# How to do you straighten AR400 steel?



## icudoucme (Dec 3, 2008)

I have a HLA/Hurst root grapple. it's made from AR400 steel about 1/2" thick tines. here is a link to there site. http://www.horstwelding.com/hla_items.php?id=112 . I've bent the tines pretty bad. The picture was taken after I straightened the tines as close as i could to straight. I then dropped them in the dirt and drove 10 feet pulled them up and had twisted metal again. I tried using a come-a-long and chains to straighten them that worked okay. I called HLA and asked if they had any tips they said "Call a local guy" I called a couple metal working shops and they all said the same thing. They can't weld ar400 and they don't want to try to work with it.

I'm using the root rake as a root rake and to grab brush. Right now most of the brush and trees get stuck in the tines and I have to cut them out with a saw. (the tines have bent worse since the picture was taken I'll try to get an updated one)

Here is what i have tried so far: Hydraulic spreaders, come-a-long and chains, and metal wedges bolted to a concrete slab (tried to "comb" them straight). I don't know if heating them up would be a good idea or not. Most metal workers I talked to said they wouldn't recommend it. My last option is to cut the ones that are bent like a pubes (curled back and twisted beyond hope) completely off. do you guys have any tips or helpful advice, besides buying a new one?


----------



## JD Dave (Mar 20, 2007)

Our stone fork is 400 steel also and we use heat to straighten, it may weaken it but not sure there is another choice.


----------



## icudoucme (Dec 3, 2008)

Thanks for the quick reply JD Dave! Do you(or anyone else) use oxy/acetylene mix or straight acetylene.

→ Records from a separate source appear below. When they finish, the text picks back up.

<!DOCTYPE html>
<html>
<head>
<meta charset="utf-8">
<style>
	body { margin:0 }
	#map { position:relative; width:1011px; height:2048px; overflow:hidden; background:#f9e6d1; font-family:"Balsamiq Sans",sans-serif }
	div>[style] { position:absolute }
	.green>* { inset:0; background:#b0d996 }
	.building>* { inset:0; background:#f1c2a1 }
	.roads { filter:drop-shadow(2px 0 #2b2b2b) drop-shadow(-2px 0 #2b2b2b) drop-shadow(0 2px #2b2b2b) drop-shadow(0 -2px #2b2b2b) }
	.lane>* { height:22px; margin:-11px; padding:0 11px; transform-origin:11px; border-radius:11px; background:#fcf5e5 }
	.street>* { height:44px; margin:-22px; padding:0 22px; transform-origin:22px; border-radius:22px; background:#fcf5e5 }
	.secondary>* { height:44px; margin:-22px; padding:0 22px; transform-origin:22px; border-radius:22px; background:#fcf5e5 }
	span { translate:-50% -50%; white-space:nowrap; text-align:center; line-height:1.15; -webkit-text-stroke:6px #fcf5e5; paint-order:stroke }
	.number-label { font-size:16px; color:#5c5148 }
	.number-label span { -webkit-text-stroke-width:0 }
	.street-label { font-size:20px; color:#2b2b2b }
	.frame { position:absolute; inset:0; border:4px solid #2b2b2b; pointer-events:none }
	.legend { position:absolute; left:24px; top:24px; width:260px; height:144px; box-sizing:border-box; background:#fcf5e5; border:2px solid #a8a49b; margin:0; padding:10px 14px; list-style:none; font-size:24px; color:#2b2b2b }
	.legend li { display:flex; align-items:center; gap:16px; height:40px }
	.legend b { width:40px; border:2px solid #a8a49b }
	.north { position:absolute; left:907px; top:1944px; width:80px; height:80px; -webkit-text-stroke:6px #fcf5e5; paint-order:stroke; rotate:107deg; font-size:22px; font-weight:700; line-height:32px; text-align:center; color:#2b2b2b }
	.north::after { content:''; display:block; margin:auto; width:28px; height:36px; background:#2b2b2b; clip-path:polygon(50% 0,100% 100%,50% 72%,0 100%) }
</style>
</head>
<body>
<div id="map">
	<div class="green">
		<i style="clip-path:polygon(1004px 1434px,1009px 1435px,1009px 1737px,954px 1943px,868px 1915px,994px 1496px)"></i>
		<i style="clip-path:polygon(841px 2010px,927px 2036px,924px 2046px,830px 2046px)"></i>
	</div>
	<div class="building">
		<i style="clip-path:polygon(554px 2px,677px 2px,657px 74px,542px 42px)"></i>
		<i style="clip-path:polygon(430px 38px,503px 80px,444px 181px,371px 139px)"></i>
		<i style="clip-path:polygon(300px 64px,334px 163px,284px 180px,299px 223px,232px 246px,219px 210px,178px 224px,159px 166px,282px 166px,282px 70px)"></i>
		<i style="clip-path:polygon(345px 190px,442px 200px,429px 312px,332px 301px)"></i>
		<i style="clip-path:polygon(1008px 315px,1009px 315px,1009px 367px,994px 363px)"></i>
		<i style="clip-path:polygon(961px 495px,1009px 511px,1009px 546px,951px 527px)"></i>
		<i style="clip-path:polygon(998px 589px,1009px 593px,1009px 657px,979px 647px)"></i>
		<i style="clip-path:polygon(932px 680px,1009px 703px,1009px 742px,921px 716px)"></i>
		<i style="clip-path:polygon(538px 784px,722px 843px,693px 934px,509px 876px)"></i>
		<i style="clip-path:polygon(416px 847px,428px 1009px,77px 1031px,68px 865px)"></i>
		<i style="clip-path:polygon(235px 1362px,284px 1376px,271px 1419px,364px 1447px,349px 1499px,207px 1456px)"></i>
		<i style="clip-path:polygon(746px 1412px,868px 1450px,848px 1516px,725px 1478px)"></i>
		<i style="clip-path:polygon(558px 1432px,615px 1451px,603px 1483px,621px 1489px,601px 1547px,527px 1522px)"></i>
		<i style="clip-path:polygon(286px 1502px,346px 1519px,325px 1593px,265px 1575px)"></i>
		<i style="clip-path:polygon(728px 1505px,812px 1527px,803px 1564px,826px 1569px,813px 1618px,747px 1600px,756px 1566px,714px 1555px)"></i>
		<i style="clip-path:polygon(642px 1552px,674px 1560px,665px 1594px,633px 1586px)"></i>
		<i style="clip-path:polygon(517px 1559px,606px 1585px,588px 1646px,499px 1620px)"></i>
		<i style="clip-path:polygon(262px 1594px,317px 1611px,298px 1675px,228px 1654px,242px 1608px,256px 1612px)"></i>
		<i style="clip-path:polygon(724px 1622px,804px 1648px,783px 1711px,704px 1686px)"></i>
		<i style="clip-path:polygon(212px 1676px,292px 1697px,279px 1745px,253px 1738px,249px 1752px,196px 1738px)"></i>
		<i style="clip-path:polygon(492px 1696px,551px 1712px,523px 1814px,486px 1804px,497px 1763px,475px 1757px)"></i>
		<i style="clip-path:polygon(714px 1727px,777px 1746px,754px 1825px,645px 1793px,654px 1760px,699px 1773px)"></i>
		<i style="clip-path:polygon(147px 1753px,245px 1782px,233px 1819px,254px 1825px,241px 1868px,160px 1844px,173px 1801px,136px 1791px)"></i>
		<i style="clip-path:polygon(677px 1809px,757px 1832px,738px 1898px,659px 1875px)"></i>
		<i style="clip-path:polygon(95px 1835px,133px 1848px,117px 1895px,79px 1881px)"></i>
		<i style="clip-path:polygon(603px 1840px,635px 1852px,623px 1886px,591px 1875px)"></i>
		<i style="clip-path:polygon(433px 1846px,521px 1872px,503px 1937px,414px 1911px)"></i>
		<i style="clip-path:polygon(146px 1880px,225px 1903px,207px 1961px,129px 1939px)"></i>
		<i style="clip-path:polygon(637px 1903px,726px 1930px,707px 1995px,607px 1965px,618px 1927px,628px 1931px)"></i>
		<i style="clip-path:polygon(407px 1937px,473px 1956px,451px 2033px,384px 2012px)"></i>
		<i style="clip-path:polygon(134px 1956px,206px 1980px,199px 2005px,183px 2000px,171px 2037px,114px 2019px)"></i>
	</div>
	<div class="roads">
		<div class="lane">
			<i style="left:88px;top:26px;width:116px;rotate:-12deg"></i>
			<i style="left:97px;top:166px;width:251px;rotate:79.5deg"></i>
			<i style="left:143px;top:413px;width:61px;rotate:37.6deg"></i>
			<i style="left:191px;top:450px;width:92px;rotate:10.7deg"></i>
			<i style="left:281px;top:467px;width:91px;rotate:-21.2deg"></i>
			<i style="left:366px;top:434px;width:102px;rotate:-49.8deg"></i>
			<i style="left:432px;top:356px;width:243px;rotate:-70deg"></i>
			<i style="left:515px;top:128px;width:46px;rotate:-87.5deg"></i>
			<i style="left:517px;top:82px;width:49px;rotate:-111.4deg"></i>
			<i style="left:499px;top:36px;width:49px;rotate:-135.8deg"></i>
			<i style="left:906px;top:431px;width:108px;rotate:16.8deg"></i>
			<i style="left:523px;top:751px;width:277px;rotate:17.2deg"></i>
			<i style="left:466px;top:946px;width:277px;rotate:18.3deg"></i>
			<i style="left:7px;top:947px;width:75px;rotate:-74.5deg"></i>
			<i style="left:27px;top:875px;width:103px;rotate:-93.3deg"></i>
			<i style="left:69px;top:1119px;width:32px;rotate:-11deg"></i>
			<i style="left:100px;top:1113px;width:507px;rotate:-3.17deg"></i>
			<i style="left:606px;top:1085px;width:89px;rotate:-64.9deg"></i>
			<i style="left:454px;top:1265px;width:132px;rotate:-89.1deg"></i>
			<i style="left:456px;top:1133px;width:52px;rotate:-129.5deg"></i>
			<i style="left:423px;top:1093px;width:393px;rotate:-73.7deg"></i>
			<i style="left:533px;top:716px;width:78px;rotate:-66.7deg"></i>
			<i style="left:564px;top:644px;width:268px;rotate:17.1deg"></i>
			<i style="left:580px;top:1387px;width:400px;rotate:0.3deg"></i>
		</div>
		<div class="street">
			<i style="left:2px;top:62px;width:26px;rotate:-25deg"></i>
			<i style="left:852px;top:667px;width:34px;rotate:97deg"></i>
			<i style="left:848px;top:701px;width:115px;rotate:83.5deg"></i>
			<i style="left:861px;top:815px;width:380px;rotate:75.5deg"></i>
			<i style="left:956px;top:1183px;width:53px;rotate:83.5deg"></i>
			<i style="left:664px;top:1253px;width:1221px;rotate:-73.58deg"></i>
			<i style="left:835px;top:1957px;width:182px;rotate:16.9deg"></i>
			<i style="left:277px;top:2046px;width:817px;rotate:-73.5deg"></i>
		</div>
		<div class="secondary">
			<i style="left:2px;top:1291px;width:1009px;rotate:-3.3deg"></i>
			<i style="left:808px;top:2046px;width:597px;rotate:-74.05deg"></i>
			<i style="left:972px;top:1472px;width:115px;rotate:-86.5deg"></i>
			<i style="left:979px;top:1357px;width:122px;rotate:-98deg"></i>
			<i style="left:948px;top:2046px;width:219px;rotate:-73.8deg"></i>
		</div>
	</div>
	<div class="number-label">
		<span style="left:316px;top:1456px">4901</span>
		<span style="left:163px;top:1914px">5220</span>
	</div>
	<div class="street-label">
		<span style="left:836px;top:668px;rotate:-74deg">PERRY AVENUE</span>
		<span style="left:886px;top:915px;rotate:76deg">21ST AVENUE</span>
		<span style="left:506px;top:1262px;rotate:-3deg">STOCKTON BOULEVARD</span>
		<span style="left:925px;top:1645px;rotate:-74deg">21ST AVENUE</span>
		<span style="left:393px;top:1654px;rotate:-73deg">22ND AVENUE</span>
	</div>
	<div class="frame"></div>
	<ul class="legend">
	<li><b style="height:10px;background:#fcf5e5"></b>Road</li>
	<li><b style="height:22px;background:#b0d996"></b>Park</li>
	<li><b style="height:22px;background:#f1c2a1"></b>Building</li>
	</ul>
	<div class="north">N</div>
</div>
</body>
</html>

Do you cool it quickly with water or let it air cool?


----------



## buckwheat_la (Oct 11, 2009)

first off, if the welding shops in your town are wary of welding ar400, you need some better welders in town, lol. Not trying to be insulting it just that how do they figure that gets welded onto the frame work to begin with? So if this was in my shop and i we were doing the repair, we would be torching off those tines, using the 30ton press to straighten, and then re welding them on. to me that would be the best way to fix that. Heating those and trying to re straighten them is going to make it the weakest at the point where it gets the most abuse. Also if it were me, i would look at re designing those so they bolt on, that way in the future, when you have them bend as bad as some of those are bent, you can go to the local metal fab shop, and have them custom cut (preferably on a plasma table, or water jet) new tines for you that you can just bolt on with a high grade bolt. just my $0.02


----------



## icudoucme (Dec 3, 2008)

buckwheat_la;1041096 said:


> first off, if the welding shops in your town are wary of welding ar400, you need some better welders in town, lol. Not trying to be insulting it just that how do they figure that gets welded onto the frame work to begin with? So if this was in my shop and i we were doing the repair, we would be torching off those tines, using the 30ton press to straighten, and then re welding them on. to me that would be the best way to fix that. Heating those and trying to re straighten them is going to make it the weakest at the point where it gets the most abuse. Also if it were me, i would look at re designing those so they bolt on, that way in the future, when you have them bend as bad as some of those are bent, you can go to the local metal fab shop, and have them custom cut (preferably on a plasma table, or water jet) new tines for you that you can just bolt on with a high grade bolt. just my $0.02


That makes sense on cutting them off, straightening the tines, then welding them back on. I've never thought of re-designing it with bolt on tines. If it's cost productive I'll give it a shot on a couple of them.


----------



## TonyG (Aug 7, 2007)

*I would cut them off,*

then replace. Heating will remove the temper, we heat AR to soften it for drilling holes into it. It drills like mild steel afterwords. We have used 7018 in different applications, however this is a very aggressive implement. Find a knowledgeable welder to reattach the new tines.


----------



## JD Dave (Mar 20, 2007)

I like the idea of making them bolt on but the plain fact is they aren't built heavy enough to begin with. You don't see rakes around here with bolt on teeth. The root rakes I've seen are 1" plate and built like tanks. How much was the rake if you don't mind me asking.


----------



## icudoucme (Dec 3, 2008)

total price was $1289.62 it's a a small one 66" across with a single full length grapple. it's mounted on a JD 4520 utility tractor with a 400x loader.


----------



## SNOWLORD (Aug 10, 2007)

Taking them off and straightening will work but they will keep bending they need to be twice as thick as they are, try to find a dozer root rake in the area and look at it to get some ideas. If there is a salvage yard with garbage trucks any where near you go there and buy some of the arms off the large garbage trucks that lift a dumpster in the front of the truck those are very good material and thick, we use those alot on heavy stuff.


----------



## Wicked500R (Sep 6, 2007)

Without knowing the dimensions.. This is what I would do if that was my tool. I would have that whole bottom half redone but I would have done so that it has a row of bucket teeth instead of those tines on the bottom. You get the picture ? Bucket teeth are replaceable and many different styles to choose from


----------